(WASHINGTON) — The Justice Department will issue a report on Thursday on its review of the law enforcement response to the Uvalde school shooting, a DOJ spokesperson confirmed.

The “Critical Incident Review” is not a criminal investigation into the May 2022 shooting at Robb Elementary School in which 19 children and two teachers were killed, the DOJ said. It is intended to provide the most independent and comprehensive account of how law enforcement responded to the shooting — examining things like officer training, command and control response, deployment of resources and the support provided to victims and their families.

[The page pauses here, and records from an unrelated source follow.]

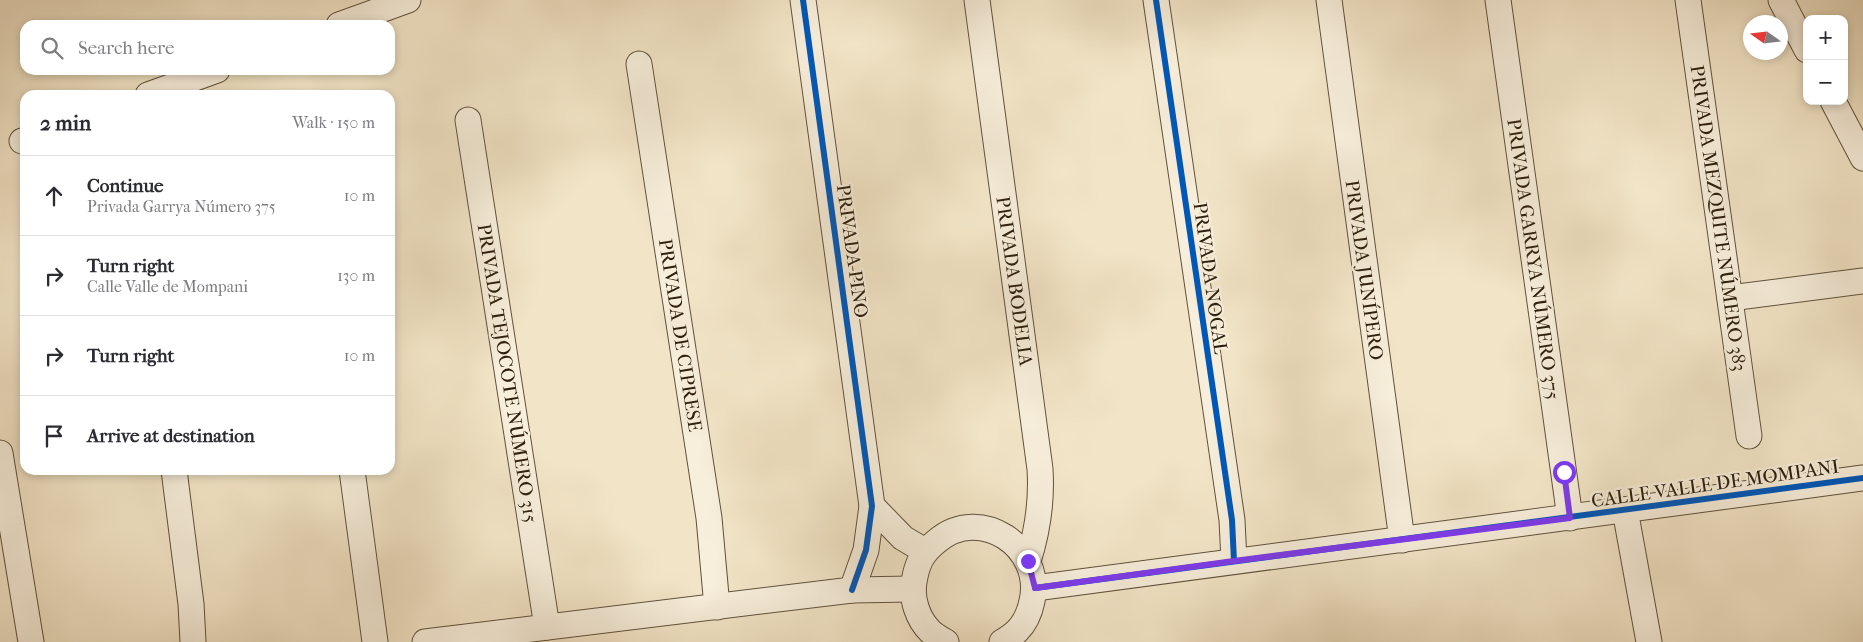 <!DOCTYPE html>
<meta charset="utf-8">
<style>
:root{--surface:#fff;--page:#f2f2f3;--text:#2b2b33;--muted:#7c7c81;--line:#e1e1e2}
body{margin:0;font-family:"IM FELL French Canon",serif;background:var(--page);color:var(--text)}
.controls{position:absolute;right:15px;top:15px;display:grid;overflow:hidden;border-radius:10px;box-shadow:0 2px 8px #0003}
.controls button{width:45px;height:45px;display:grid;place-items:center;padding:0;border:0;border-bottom:1px solid var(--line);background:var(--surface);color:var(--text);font:25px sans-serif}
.compass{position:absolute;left:1743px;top:15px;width:45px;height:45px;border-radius:50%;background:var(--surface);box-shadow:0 2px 8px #0003;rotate:284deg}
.stop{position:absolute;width:15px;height:15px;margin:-11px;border:4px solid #7c3aed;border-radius:50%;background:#fff}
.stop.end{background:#7c3aed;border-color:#fff;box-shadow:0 1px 5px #0008}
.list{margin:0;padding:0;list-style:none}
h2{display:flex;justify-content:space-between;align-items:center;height:65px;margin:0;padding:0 20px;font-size:21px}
h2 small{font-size:16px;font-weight:400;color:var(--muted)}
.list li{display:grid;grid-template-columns:32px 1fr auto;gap:15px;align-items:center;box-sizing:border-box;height:80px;padding:0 20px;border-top:1px solid var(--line)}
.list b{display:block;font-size:19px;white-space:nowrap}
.list p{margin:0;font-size:16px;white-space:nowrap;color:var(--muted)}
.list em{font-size:16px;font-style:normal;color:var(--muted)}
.icon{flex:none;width:28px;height:28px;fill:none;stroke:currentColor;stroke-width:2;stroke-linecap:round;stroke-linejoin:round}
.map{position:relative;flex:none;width:1863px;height:642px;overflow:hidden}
.search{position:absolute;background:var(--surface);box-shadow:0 2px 8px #0003;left:20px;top:20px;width:375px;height:55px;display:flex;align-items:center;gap:12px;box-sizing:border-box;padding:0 18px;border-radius:15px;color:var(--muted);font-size:19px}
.panel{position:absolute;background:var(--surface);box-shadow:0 2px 8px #0003;left:20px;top:90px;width:375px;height:385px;border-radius:15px}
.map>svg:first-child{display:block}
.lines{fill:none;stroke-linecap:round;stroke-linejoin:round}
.minor-casing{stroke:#60513c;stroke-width:27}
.minor{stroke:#f7eedb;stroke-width:25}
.cycleway-casing{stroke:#f7eedb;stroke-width:9}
.cycleway{stroke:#0057b8;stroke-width:6}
.route{stroke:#7c3aed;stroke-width:6}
.labels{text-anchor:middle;stroke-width:4.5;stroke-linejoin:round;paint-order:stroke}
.street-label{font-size:19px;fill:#2f200e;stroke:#f7eedb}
</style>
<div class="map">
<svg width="1863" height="642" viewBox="0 0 1863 642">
<rect width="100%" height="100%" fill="#f2e5c7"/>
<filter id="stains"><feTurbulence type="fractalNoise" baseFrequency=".004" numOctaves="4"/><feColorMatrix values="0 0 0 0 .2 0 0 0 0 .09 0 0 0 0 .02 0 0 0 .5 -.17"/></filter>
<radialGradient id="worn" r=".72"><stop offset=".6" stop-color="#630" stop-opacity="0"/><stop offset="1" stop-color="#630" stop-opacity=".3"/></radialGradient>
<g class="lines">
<defs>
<g id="minor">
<polyline points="803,0 872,506 866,550 852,590"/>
<path d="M977,0L1040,469C1042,501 1038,530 1028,561"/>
<polyline points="1156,0 1232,520 1234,561"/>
<polyline points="1329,0 1402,540"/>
<polyline points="1498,0 1570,518"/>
<polyline points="1688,0 1749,436"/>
<polyline points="1781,0 1807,50"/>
<polyline points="339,25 408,0"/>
<polyline points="639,64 709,518 717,607"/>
<polyline points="148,95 217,70"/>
<polyline points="1833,101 1863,158"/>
<polyline points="468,120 547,627"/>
<polyline points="22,141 25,140"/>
<polyline points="1730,298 1863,281"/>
<polyline points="0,453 31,642"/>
<polyline points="174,470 191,604 193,642"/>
<polyline points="352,470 375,642"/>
<polyline points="872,506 903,538 925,551"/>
<polyline points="1625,510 1649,642"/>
<polyline points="1035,588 1863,478"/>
<polyline points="425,642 852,590 913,589"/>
<path d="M946,642C941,639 934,635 930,631C918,619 911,599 914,582C917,563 922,553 937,541C980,504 1044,547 1032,601C1030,611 1025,623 1017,631C1013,635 1007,639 1002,642"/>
</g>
</defs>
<use href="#minor" class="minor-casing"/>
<use href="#minor" class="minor"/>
<defs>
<g id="cycleway">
<polyline points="803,0 872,506 866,550 852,590"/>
<polyline points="1156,0 1232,520 1234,561"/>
<polyline points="1035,588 1863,478"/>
</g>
</defs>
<use href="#cycleway" class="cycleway-casing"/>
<use href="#cycleway" class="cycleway"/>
</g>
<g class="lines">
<polyline class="route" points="1028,561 1035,588 1234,561 1570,518 1564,472"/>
</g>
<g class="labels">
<g class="street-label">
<text transform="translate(1719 218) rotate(82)" y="7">PRIVADA MEZQUITE NÚMERO 383</text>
<text transform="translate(853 251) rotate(82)" y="7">PRIVADA PINO</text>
<text transform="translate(1534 259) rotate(82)" y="7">PRIVADA GARRYA NÚMERO 375</text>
<text transform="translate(1365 270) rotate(82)" y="7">PRIVADA JUNÍPERO</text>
<text transform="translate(1211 278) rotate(82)" y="7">PRIVADA NOGAL</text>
<text transform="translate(1015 281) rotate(82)" y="7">PRIVADA BODELIA</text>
<text transform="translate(681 335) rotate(81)" y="7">PRIVADA DE CIPRESE</text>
<text transform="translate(508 373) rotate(81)" y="7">PRIVADA TEJOCOTE NÚMERO 315</text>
<text transform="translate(1715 483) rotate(-8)" y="7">CALLE VALLE DE MOMPANI</text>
</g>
</g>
<rect width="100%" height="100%" filter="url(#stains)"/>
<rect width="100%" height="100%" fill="url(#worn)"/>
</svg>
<div class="controls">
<button>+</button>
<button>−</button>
</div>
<svg class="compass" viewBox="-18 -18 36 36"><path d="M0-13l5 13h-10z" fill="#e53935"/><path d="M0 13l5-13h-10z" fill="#7c7c81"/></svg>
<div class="stop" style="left:1564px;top:472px"></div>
<div class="stop end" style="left:1028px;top:561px"></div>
<div class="search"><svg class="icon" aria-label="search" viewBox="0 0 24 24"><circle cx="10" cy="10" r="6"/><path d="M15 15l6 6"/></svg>Search here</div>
<section class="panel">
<h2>2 min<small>Walk · 150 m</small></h2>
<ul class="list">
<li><svg class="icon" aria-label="ahead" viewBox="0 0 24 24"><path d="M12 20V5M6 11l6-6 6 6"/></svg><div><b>Continue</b><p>Privada Garrya Número 375</p></div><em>10 m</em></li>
<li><svg class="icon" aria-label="right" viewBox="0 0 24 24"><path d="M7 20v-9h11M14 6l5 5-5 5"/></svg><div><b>Turn right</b><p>Calle Valle de Mompani</p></div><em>130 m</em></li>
<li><svg class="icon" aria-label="right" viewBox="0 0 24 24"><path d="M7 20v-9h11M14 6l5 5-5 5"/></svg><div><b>Turn right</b></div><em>10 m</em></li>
<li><svg class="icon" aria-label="arrive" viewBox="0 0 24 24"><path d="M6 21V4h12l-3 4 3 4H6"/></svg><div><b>Arrive at destination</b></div></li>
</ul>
</section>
</div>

The review was conducted by the DOJ’s Office of Community Oriented Policing Services (COPS), a team made up of federal staff and subject matter experts including former local, state and federal law enforcement officials.

Uvalde families and state officials have spoken out against the law enforcement response during the massacre, the second deadliest school shooting in U.S. history. It took 77 minutes for any of the nearly 400 law enforcement officers assembled that day to confront the killer, ABC News previously reported.

The siege ended with a counterassault led by a SWAT team from the U.S. Border Patrol. In the process, lone gunman Salvador Ramos was shot and killed.

A criminal investigation by the Texas Department of Public Safety into whether the public safety failures led to the deaths of the victims has yet to be released. In the months after the shooting, school district police chief Pete Arredondo was fired, the entire district police force was disbanded and several state troopers were dismissed.